The hospital system’s bulky governing structure hampered its progress from the beginning. It’s still confusing. The system has three boards and essentially two CEOs, Mr. Freeman and president Chuck Beaman. Mr. Beaman will run the operation alone once Mr. Freeman retires, which is the way it should be.

“I’ll grant you the structure is complicated,” Mr. Freeman said. But, he said, talented people with the same vision and values learn to deal with a complex system.

He also said the multiple board system has a purpose. The Richland and Baptist boards have influence and input, but do not govern. He said those boards help keep Palmetto Health committed to its established mission and values.

“There’s really only one governing board,” he said. The Palmetto Health board allocates resources, sets the operating budget and makes capital allocations, among other things. It also hires and fires the CEO.

“I don’t see that basic structure changing over time,” he said.

On “nonduplicated services”:

While hospitals are pressing to get into the heart business as well as neurosurgery and orthopedics — big money-makers — no one’s clamoring to provide “nonduplicated services” such as Level I trauma centers, Mr. Freeman said. While nonduplicated services are much-needed in the community, they’re often very costly.

In addition to operating a Level I trauma center, Palmetto Health also offers a wide range of care in the areas of pediatrics, psychiatry and sickle cell anemia. In addition, it does extensive research and specializes in education, which includes supporting clinics that serve the indigent.

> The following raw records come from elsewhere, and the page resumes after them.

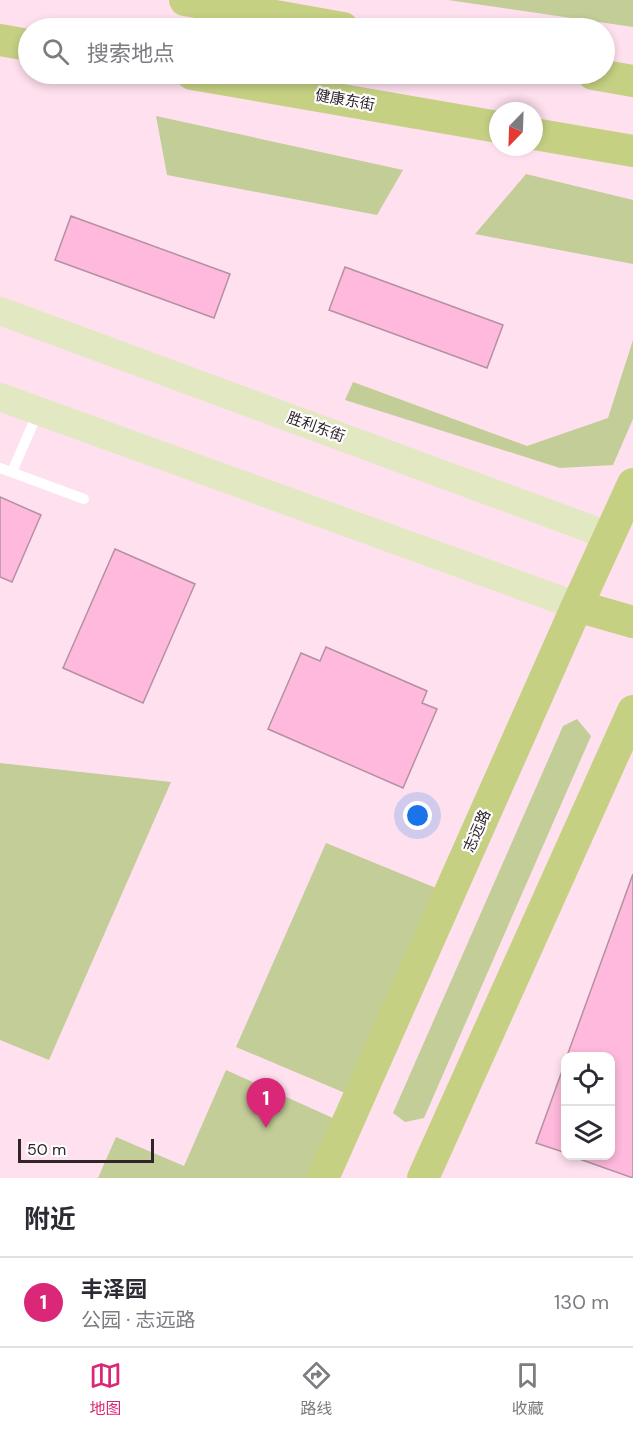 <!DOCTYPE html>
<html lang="zh">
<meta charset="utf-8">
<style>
:root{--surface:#fff;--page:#f7f7f7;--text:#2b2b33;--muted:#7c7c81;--line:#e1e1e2;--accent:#db2777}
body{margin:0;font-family:"DM Sans","Noto Sans SC",sans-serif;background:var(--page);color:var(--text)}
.controls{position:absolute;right:18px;bottom:18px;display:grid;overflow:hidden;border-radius:12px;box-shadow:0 3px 9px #0003}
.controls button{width:54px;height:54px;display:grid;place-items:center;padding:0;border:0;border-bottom:2px solid var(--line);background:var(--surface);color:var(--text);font:30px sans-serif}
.compass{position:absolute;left:489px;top:102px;width:54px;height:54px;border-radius:50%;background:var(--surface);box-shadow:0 3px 9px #0003;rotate:203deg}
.scale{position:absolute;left:18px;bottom:15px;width:136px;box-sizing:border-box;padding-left:6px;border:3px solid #32242b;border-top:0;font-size:16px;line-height:21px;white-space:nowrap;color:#32242b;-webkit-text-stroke:4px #fff;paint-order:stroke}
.you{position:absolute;left:418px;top:816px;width:21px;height:21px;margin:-15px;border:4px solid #fff;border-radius:50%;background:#1a73e8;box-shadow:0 0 0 9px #1a73e833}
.badge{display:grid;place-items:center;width:39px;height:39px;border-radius:50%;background:var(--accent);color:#fff;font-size:20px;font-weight:700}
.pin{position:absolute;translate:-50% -50px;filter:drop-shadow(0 2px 3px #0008)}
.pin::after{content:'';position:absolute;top:32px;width:21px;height:18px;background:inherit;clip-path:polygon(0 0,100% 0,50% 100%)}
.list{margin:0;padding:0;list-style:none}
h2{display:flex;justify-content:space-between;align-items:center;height:78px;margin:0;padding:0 24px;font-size:26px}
h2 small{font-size:20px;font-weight:400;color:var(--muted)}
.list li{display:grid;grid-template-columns:39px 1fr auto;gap:18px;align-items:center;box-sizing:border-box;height:90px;padding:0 24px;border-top:2px solid var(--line)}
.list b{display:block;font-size:22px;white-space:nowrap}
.list p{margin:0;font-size:20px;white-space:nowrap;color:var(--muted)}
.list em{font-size:20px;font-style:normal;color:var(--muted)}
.icon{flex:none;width:33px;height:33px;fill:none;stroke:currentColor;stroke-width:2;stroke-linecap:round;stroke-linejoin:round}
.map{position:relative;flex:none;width:633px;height:1178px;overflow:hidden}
.search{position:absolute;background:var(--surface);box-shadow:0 3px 9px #0003;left:18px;right:18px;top:18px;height:66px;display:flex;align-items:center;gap:15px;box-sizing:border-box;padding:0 21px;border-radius:33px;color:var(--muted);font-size:22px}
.sheet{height:168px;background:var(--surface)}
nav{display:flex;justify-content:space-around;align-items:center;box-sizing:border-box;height:84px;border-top:2px solid var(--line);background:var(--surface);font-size:16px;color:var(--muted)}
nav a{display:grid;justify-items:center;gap:3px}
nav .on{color:var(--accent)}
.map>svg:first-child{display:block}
</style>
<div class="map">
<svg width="633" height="1178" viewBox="0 0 633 1178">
<rect width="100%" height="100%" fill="#fee0ee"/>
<path fill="#c3cd98" d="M 448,0 L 633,0 L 633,27 Z
M 156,116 L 403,170 L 377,215 L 167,175 Z
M 526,174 L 633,200 L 633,264 L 475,234 Z
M 633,340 L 633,419 L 613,465 L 560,468 L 345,400 L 353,382 L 527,446 L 608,418 Z
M 577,719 L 591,736 L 424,1118 L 405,1122 L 393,1113 L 563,726 Z
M 0,763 L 171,782 L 49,1060 L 0,1040 Z
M 326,843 L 436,888 L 345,1093 L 236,1047 Z
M 226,1070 L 335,1119 L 308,1178 L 98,1178 L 116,1137 L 184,1166 Z"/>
<path fill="#feb9dc" stroke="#b391a2" stroke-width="1.5" d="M 71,216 L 230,274 L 214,318 L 55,260 Z
M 345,267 L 503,325 L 487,368 L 329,310 Z
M 0,497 L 41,515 L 12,582 L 0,577 Z
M 115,549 L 195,584 L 143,703 L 63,668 Z
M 326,647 L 427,691 L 422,703 L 437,709 L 403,788 L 268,729 L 301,653 L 320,661 Z
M 633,874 L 633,1178 L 571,1156 L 610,1156 L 610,1056 L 567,1056 Z
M 566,1060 L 566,1153 L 536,1143 Z"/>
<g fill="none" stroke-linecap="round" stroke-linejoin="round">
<path stroke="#fff" stroke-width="10" d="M 0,468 L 84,499
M 12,472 L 38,412"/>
<path stroke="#e2e8c1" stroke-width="28" d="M 0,311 L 610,536
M 0,397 L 577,606"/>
<path stroke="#c6d083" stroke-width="32" d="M 185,0 L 343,28
M 0,40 L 28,45
M 192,74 L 498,127
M 593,74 L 633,81
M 534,134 L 633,151
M 577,606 L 633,622
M 323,1178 L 577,606 L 633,484
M 423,1178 L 633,711"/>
</g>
<g text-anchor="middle" stroke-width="4.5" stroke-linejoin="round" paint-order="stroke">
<g font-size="15" fill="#32242b" stroke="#fff">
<text transform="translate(345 100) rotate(10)" y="5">健康东街</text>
<text transform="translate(316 427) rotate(20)" y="5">胜利东街</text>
<text transform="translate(477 831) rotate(-66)" y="5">志远路</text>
</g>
</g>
</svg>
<div class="controls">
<button><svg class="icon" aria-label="locate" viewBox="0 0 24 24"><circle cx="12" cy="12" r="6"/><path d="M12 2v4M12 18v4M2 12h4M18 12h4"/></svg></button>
<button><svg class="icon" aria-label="layers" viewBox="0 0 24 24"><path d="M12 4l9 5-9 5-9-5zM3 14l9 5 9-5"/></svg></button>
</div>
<svg class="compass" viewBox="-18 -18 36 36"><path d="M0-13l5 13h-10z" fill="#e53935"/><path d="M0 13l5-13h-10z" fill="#7c7c81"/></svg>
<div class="scale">50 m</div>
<div class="you"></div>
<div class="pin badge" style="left:266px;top:1128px">1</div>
<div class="search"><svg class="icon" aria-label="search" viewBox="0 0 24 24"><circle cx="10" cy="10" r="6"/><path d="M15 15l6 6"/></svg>搜索地点</div>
</div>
<section class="sheet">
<h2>附近<small></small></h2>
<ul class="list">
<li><span class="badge">1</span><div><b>丰泽园</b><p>公园 · 志远路</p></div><em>130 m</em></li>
</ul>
</section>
<nav>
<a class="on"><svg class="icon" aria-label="map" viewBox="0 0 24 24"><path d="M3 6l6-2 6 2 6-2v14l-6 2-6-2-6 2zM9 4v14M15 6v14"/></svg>地图</a>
<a><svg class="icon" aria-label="directions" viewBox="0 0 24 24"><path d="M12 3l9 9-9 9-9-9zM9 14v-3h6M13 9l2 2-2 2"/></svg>路线</a>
<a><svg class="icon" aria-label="saved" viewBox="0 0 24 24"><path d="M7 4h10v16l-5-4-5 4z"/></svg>收藏</a>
</nav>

He said he’s glad Palmetto Health has been able to advance in a competitive market. That enables it to offer those services. “That’s what I call social mission. That’s what I’ve done my whole career,” he said.

In addition to the struggle to merge a public and a private hospital and the fight to grow Palmetto Health’s heart program (an expansion that this editorial board opposed, just as we oppose Lexington’s), Mr. Freeman will be remembered for helping keep Palmetto Health focused on what he once called the “soft stuff.”

Even back in 2000, in the midst of the hospital system’s toughest financial times, he spoke strongly about its commitment to service and not just the bottom line: He declared that Palmetto Health’s purpose is to touch and care about patients, train physicians and serve the indigent, among other things. “It’s the soft stuff that matters anyway,” he said at the time. “All that stuff, which nobody else does in this community, for whatever reason, because they can’t or won’t.

Palmetto Health officials feel they haven’t gotten credit for doing the “soft stuff” or some of the promises they made and kept, such as not raising prices over a period of years and spending $17 million over seven years to help improve the health of the uninsured and underserved.

Of course, the hospital system should do those things. After all, it did gobble up the community’s strong public hospital.

That said, Palmetto Health is making much-needed contributions in this community. So are its competitors, Lexington Medical and Providence Hospital.

That’s why it’s important they all resist the temptation to create an atmosphere in which they’re willing to consider “all options” in an effort to destroy one another.